# Dateityp msg



## liquidbeats (14. Januar 2007)

Hallo,

weis jemand wie ich eine Datei vom Typ *.msg öffnen kann? Es handelt sich dabei um eine email, Interesannt ist dort für mich aber nicht der Text sondern der Header.
Freeware oder Opensource möglichkeiten wären Ideal.


Danke

Grüße


----------



## Dr Dau (14. Januar 2007)

Hallo!

Mal versucht in *.eml umzubenennen und per Doppelklick mit Outlook Express zu öffnen?
Oder mit Mozilla Thunderbird zu öffnen?
Oder mit Notepad zu öffnen?
Google liefert zum Thema "msg öffnen" ungefähr 220.000 Treffer..... suche Dir etwas aus. 
Lege Dir aber sicherhaitshalber eine Sicherungskopie an..... einige von den über Google genannten Möglichkeiten sollen nicht ganz zuverlässig sein (z.b. beim konvertieren).

Gruss Dr Dau


----------



## liquidbeats (14. Januar 2007)

Dr Dau hat gesagt.:


> Mal versucht in *.eml umzubenennen und per Doppelklick mit Outlook Express zu öffnen?

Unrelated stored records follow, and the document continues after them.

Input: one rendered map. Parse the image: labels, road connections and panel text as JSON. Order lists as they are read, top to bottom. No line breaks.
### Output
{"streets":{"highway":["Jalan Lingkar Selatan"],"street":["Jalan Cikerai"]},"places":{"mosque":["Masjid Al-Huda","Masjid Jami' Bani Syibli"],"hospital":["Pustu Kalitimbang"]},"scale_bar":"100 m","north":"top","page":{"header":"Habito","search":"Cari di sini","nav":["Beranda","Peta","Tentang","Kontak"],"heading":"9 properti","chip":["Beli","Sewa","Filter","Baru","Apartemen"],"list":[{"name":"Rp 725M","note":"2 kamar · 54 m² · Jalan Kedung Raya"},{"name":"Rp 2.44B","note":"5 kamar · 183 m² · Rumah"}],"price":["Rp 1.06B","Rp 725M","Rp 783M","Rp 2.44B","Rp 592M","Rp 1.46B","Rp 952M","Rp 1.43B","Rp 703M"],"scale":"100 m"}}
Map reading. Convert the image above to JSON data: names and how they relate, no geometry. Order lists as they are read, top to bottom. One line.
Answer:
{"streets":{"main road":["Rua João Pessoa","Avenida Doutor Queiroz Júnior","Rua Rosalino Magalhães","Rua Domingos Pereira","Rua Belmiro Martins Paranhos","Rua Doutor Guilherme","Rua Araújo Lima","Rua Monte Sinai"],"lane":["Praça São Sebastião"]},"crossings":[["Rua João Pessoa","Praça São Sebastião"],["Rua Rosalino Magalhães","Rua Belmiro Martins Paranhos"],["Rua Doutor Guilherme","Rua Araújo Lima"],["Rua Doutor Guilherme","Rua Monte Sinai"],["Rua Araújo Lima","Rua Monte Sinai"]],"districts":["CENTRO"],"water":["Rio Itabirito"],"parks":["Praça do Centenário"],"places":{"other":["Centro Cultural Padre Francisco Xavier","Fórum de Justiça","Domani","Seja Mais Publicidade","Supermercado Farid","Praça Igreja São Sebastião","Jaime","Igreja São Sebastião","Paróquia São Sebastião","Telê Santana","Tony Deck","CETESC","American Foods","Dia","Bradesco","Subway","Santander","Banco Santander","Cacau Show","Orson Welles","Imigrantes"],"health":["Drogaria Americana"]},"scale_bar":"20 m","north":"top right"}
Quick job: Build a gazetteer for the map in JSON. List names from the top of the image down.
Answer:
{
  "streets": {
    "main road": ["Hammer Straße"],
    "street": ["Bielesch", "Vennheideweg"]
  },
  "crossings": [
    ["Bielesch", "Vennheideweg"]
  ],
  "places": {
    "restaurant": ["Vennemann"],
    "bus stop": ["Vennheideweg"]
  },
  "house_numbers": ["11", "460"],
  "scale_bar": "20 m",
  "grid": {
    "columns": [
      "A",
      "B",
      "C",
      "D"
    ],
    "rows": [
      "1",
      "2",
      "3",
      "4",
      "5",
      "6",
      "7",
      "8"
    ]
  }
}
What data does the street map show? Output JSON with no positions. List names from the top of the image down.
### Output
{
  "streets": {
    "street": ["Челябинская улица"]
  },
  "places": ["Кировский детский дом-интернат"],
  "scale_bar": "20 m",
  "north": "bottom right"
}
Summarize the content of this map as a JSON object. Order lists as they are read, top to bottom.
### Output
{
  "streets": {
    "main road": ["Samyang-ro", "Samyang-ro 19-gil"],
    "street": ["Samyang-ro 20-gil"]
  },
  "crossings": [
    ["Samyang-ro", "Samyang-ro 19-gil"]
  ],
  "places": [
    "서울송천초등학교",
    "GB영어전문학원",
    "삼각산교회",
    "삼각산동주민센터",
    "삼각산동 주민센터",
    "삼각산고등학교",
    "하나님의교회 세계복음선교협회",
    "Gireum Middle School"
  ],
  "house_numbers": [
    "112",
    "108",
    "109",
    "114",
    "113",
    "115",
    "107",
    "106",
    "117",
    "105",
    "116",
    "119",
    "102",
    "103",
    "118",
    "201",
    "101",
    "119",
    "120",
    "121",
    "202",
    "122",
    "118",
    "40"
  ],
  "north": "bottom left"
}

Ja, Unbekannter Absender, Text Leer und sieht aus wie eine Leere email ohne Angabe von absender, Zeit usw.



Dr Dau hat gesagt.:


> Oder mit Mozilla Thunderbird zu öffnen?


Nein, habe ich auch nicht Installiert-


Dr Dau hat gesagt.:


> Oder mit Notepad zu öffnen?


Ja, sieht wie folgt aus, daher ja die Frage.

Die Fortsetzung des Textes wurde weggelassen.